Quantum cosmological perturbations have observable consequences.

De Broglie-Bohm approach provides unique insights not accessible by other theories.

Abstract

We review the main results that have been obtained in quantum cosmology from the perspective of the de Broglie-Bohm quantum theory. As it is a dynamical theory of assumed objectively real trajectories in the configuration space of the physical system under investigation, this quantum theory is not essentially probabilistic and dispenses the collapse postulate, turning it suitable to be applied to cosmology. In the framework of minisuperspace models, we show how quantum cosmological effects in the de-Broglie-Bohm's approach can avoid the initial singularity, and isotropize the Universe. We then extend minisuperspace in order to include linear cosmological perturbations.
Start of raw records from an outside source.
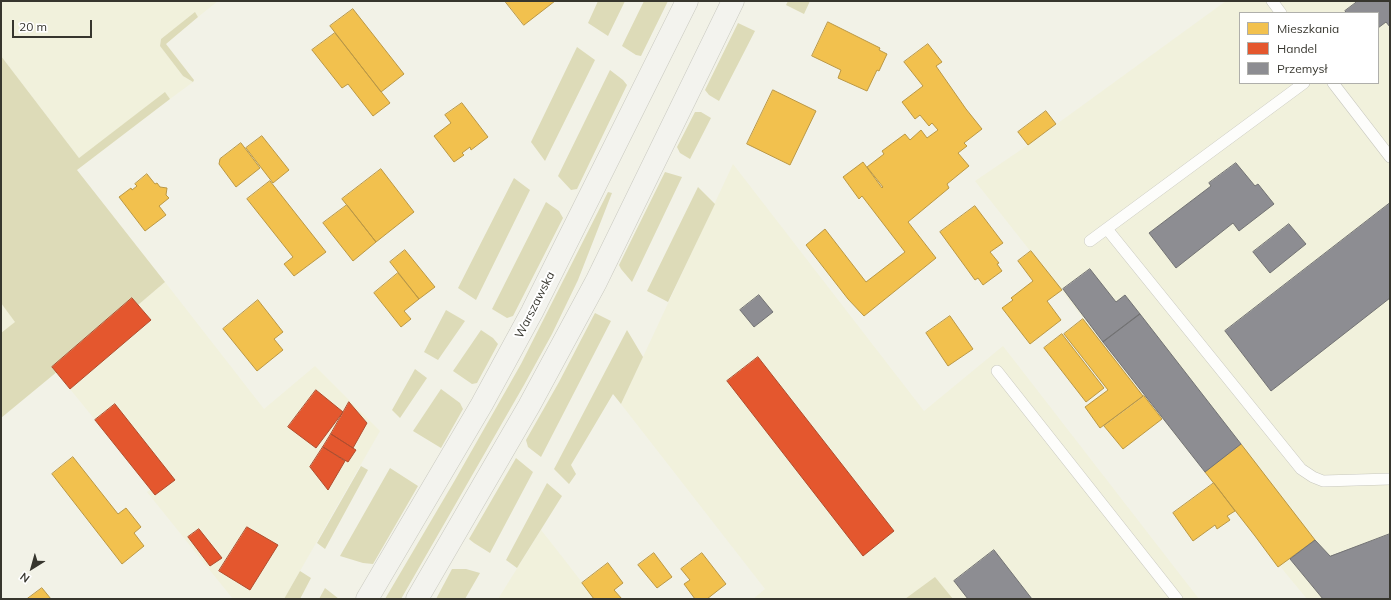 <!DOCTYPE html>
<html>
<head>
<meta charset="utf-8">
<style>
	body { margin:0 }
	#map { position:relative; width:1391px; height:600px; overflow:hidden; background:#f2f2e7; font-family:Mulish,sans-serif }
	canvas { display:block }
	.frame { position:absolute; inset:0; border:2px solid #37362e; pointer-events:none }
	.legend { position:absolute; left:1239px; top:12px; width:140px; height:72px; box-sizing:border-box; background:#fff; border:1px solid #afafab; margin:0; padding:5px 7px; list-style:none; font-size:12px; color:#37362e }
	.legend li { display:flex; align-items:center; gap:8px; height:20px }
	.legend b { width:20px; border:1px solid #afafab }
	.north { position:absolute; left:12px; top:548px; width:40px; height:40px; -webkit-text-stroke:3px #fff; paint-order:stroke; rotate:217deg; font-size:11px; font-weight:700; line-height:16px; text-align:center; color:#37362e }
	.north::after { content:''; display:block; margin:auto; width:14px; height:18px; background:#37362e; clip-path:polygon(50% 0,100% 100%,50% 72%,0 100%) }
	.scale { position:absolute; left:12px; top:20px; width:80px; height:18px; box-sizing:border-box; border:2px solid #37362e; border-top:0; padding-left:5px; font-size:12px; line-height:14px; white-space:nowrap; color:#37362e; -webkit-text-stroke:3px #fff; paint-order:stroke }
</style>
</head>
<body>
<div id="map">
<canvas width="1391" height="600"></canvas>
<div class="frame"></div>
<ul class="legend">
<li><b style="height:11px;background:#f2c14e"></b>Mieszkania</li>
<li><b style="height:11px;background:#e4572e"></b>Handel</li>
<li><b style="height:11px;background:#8d8d92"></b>Przemysł</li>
</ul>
<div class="north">N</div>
<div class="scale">20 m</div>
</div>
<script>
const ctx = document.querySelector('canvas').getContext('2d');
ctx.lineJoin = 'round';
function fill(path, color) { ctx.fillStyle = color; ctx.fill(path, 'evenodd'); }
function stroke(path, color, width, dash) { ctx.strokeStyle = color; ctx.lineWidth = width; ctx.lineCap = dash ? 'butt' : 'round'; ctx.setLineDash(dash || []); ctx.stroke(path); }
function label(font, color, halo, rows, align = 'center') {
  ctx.font = font + ' Mulish,sans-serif'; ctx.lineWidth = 4; ctx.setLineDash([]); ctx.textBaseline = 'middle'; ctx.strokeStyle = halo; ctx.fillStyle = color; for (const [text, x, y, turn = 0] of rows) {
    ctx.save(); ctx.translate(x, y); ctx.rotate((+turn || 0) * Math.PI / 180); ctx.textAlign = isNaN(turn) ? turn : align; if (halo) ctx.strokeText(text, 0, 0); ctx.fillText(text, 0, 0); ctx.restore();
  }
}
const built = new Path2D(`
	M 1,1 L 218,1 L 198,17 L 195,13 L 161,39 L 160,46 L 183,76 L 193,82 L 170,99 L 165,93 L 79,158 L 1,56 Z
	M 1226,1 L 1390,1 L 1390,599 L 1307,599 L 1255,536 L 975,181 L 1028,145 ZM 1240,13 L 1378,13 L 1378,83 L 1240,83 Z
	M 733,164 L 924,411 L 1003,346 L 1199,599 L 753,599 L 765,589 L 621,404 Z
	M 165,282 L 264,409 L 315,366 L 380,431 L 284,599 L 233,599 L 147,492 L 151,489 L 70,389 L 150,320 L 138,305 Z
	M 1,303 L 16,322 L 1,333 Z
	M 541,530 L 549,540 L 595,599 L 498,599 Z`);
const green = new Path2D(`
	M 598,1 L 625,1 L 608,36 L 588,23 Z
	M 644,1 L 668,1 L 641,56 L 636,55 L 622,46 Z
	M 788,1 L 810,1 L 804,14 L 786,5 Z
	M 195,12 L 198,17 L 166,44 L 194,80 L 193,82 L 183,76 L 160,46 L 161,39 Z
	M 738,23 L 755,31 L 719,101 L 709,95 L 705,90 Z
	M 577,47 L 595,60 L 545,161 L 531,142 Z
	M 1,56 L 79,158 L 165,92 L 170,99 L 77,170 L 165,282 L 138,305 L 1,418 L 1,333 L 15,322 L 1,303 Z
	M 610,70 L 623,80 L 627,85 L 577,189 L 571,190 L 558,176 Z
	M 695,112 L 701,112 L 711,118 L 690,159 L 680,153 L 677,147 Z
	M 665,172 L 682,177 L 632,282 L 621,269 L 619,265 Z
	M 514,178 L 530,190 L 476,300 L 458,288 Z
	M 698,187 L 715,204 L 668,302 L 647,291 Z
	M 608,192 L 612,193 L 578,280 L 552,334 L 524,385 L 401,599 L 385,599 L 455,480 L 521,364 Z
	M 546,202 L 559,211 L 563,218 L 513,316 L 507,318 L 492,309 Z
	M 446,310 L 465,321 L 438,360 L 424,352 Z
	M 595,313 L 611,321 L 541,457 L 528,447 L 526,440 L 559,382 Z
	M 481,330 L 493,338 L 498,344 L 477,383 L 472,384 L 453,371 Z
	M 627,330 L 643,357 L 621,404 L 613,394 L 571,465 L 576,474 L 569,484 L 554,469 Z
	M 415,369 L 427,378 L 400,418 L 392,410 Z
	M 441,389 L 460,403 L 463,409 L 441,448 L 413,431 Z
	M 516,458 L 533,472 L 490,553 L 474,543 L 469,539 Z
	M 361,466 L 368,470 L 325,549 L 317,543 Z
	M 390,468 L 418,486 L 373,564 L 363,563 L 340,556 Z
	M 547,483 L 562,496 L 517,568 L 506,560 Z
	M 452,569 L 466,569 L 480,573 L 465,599 L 436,599 Z
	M 300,571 L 311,578 L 300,599 L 284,599 Z
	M 935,577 L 953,599 L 905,599 Z
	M 325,588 L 339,599 L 319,599 Z`);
const homes = new Path2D(`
	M 505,1 L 555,1 L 524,25 Z
	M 353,9 L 404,74 L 381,92 L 330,26 Z
	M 828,22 L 880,48 L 879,50 L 887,54 L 879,71 L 877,70 L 867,91 L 838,78 L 841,70 L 812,56 Z
	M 335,33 L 390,103 L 373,116 L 348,84 L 342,88 L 312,50 Z
	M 928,44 L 942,62 L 936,66 L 966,109 L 982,129 L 964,143 L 967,146 L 958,153 L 969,166 L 947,184 L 949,188 L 908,222 L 936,258 L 864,316 L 848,299 L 806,245 L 825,229 L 866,282 L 905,252 L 862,196 L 859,199 L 843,177 L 863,162 L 882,188 L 883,187 L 867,167 L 884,154 L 882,151 L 905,134 L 910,140 L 921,130 L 927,138 L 938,130 L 932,123 L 929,126 L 920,115 L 915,119 L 902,102 L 923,86 L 904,62 Z
	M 773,90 L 816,111 L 790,165 L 747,144 Z
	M 462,103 L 488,137 L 471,150 L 470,147 L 462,153 L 464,155 L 454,162 L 434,136 L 451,123 L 445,115 Z
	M 1046,111 L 1056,124 L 1028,145 L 1018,132 Z
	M 262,136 L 289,170 L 273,183 L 246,148 Z
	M 241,143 L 260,168 L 236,187 L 219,164 L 220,159 Z
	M 381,169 L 414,212 L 376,242 L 342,199 Z
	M 147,174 L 155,184 L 157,183 L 160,187 L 167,188 L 166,195 L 169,198 L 159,206 L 166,215 L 145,231 L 119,197 L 131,188 L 132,190 L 137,186 L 135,184 Z
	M 270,181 L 326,252 L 294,276 L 284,264 L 293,257 L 247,199 Z
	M 347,205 L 376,242 L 353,261 L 323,223 Z
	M 975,206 L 1003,243 L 990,252 L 999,263 L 997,264 L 1002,271 L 983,285 L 978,278 L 975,280 L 940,232 Z
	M 405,250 L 435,287 L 419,299 L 390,262 Z
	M 1031,251 L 1062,290 L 1047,301 L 1061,320 L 1030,344 L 1002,308 L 1013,300 L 1011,298 L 1033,281 L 1018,261 Z
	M 398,273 L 419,299 L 404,311 L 411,319 L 401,327 L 374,293 Z
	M 258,300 L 283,332 L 274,339 L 283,350 L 257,371 L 223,329 Z
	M 950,316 L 973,349 L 948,366 L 926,333 Z
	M 1083,319 L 1143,396 L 1100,428 L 1085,407 L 1108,390 L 1064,334 Z
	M 1062,334 L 1104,388 L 1086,402 L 1044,348 Z
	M 1144,396 L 1162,419 L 1123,449 L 1104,426 Z
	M 1241,444 L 1315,540 L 1278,567 L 1255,536 L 1205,472 Z
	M 73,457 L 118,514 L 126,508 L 141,527 L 134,533 L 144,546 L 122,564 L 52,474 Z
	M 1214,483 L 1235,511 L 1227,516 L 1230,520 L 1217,529 L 1215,525 L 1193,541 L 1173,513 Z
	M 654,553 L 672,577 L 657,588 L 638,565 Z
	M 702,553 L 726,584 L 707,599 L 695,599 L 684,584 L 690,580 L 681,569 Z
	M 608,563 L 623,583 L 614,590 L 622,599 L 594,599 L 582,583 Z
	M 42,588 L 51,599 L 27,599 Z`);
const shops = new Path2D(`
	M 132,298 L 151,320 L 70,389 L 52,367 Z
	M 758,357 L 894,531 L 863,556 L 727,381 Z
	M 316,390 L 343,412 L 316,448 L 288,427 Z
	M 349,402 L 367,423 L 353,448 L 331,434 Z
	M 115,404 L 175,480 L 155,495 L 95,420 Z
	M 331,434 L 356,450 L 348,462 L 323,447 Z
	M 323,447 L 345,461 L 328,490 L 310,467 Z
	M 247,527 L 278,545 L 250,590 L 219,571 Z
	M 199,529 L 222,558 L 210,566 L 188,537 Z`);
const industry = new Path2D(`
	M 1358,1 L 1390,1 L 1390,27 L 1386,22 L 1378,28 L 1378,13 L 1347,13 L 1345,11 Z
	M 1236,163 L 1255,186 L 1258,184 L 1274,204 L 1239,231 L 1233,223 L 1176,268 L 1149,233 L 1211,186 L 1209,183 Z
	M 1390,203 L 1390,298 L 1271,391 L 1225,331 Z
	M 1289,224 L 1306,244 L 1270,273 L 1253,252 Z
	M 1090,269 L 1116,302 L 1125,295 L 1140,314 L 1103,342 L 1063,289 Z
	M 759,295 L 773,312 L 754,327 L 740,310 Z
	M 1140,314 L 1241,444 L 1205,472 L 1103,342 Z
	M 1390,534 L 1390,599 L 1323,599 L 1290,559 L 1315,540 L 1330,556 Z
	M 994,550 L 1032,599 L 968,599 L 954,581 Z`);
const service = new Path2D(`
	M 1272,1 L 1281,13
	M 1333,83 L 1390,157
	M 1107,229 L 1301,469 L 1313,477 L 1323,481 L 1390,479
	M 1090,241 L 1304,83
	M 997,371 L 1177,599`);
const secondary = new Path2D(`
	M 367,599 L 482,404 L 532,312 L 687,1
	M 417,599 L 529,406 L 596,282 L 733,1`);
const streetNames = [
	["Warszawska",535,305,-63]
];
fill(built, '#f1f1dc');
fill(green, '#dddbb8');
fill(homes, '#f2c14e');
stroke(homes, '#ba9744', 1);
fill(shops, '#e4572e');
stroke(shops, '#b04d2e', 1);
fill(industry, '#8d8d92');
stroke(industry, '#737374', 1);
stroke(service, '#c8c8bf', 12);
stroke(secondary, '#c8c8bf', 23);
stroke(service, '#fdfdfb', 11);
stroke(secondary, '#f3f3ee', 22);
label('12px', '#37362e', '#fff', streetNames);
</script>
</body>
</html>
We present the main equations which govern the dynamics of quantum cosmological perturbations evolving in non-singular quantum cosmological backgrounds, and calculate some of their observational consequences. These results are not known how to be obtained in other approaches to quantum theory. In the general case of full superspace, we enumerate the possible structures of quantum space and time that emerge from the de Broglie-Bohm picture. Finally, we compare some of the results coming from the de Broglie-Bohm theory with other approaches, and discuss the physical reasons for some discrepancies that occur.